DATA RECORDS: Begin

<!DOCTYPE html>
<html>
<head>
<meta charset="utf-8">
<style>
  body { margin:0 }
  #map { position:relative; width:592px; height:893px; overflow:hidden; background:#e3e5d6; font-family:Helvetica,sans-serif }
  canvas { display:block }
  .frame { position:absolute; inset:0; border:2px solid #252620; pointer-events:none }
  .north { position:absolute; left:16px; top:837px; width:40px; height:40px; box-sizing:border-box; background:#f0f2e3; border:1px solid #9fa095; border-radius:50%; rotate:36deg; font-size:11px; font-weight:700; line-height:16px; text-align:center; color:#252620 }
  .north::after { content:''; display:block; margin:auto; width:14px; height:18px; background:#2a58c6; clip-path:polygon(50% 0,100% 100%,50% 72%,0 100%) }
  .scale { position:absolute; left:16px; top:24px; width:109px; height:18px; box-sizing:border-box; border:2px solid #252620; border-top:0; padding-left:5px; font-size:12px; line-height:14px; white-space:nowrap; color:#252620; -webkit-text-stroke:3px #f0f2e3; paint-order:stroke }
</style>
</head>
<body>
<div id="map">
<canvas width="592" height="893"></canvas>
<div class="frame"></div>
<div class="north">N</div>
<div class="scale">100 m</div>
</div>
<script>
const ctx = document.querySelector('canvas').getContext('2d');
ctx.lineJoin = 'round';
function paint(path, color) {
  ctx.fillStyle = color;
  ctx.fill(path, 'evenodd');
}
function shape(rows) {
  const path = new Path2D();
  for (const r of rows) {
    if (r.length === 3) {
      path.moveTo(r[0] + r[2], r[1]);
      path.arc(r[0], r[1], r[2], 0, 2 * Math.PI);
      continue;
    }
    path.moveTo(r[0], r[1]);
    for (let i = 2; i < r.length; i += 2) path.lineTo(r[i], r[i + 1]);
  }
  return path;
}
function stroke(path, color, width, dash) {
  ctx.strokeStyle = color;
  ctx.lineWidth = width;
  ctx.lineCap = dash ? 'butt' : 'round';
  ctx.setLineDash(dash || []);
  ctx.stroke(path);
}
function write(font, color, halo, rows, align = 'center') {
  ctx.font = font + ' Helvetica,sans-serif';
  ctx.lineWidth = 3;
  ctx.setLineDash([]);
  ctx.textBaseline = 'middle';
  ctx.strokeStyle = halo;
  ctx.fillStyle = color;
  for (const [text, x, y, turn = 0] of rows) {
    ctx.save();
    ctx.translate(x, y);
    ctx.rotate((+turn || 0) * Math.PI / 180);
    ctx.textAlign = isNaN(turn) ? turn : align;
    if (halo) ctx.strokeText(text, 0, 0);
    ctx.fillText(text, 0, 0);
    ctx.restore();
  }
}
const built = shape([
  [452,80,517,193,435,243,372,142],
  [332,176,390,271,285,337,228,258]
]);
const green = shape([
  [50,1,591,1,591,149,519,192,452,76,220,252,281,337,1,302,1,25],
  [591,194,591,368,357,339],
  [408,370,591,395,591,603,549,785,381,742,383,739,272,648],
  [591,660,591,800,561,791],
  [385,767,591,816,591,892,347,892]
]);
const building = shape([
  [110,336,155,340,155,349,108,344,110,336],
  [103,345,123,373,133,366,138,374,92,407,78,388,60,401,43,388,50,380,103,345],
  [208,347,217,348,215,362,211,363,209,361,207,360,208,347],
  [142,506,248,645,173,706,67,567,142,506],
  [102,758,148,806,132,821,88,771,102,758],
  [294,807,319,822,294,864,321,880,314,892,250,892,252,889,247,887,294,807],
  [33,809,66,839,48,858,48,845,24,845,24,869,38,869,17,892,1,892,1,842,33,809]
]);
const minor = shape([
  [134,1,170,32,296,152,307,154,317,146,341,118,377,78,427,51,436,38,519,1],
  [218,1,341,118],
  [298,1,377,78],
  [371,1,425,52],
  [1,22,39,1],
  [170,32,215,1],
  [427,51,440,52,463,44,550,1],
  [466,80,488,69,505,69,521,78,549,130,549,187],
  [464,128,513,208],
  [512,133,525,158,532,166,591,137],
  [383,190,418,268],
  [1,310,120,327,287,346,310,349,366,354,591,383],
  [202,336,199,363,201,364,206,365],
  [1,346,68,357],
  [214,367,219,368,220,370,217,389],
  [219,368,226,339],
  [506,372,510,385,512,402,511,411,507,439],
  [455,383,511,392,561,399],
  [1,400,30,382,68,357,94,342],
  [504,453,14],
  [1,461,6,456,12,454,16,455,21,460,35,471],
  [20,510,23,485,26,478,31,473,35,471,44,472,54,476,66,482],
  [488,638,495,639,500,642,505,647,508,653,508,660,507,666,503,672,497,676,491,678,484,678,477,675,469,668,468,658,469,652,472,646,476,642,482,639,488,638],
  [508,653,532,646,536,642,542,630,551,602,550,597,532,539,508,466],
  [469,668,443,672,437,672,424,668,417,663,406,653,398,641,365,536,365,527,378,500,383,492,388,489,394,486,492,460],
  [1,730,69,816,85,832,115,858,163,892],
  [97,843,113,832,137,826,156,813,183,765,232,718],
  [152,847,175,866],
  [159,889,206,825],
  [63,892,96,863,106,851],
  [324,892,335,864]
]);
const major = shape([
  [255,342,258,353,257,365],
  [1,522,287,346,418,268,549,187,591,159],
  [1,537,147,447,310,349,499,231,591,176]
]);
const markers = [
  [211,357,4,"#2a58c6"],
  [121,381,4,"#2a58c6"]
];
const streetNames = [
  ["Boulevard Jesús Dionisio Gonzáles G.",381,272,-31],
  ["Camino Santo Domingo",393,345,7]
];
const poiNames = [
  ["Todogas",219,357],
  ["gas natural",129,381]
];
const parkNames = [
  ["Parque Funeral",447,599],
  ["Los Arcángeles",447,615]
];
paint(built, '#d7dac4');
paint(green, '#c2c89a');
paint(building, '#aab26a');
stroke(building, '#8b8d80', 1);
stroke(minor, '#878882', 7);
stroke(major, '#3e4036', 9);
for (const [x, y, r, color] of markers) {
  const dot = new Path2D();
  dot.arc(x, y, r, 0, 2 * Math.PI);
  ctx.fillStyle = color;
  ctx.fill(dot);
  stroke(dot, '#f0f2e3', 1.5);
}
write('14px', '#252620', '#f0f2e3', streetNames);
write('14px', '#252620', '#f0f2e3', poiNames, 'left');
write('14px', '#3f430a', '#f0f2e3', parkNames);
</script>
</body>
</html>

DATA RECORDS: End

▶ YOUR TASK
Copy out each line of the data that has the word "function" in it.

▶ PROBLEM SOLUTION
function paint(path, color) {
function shape(rows) {
function stroke(path, color, width, dash) {
function write(font, color, halo, rows, align = 'center') {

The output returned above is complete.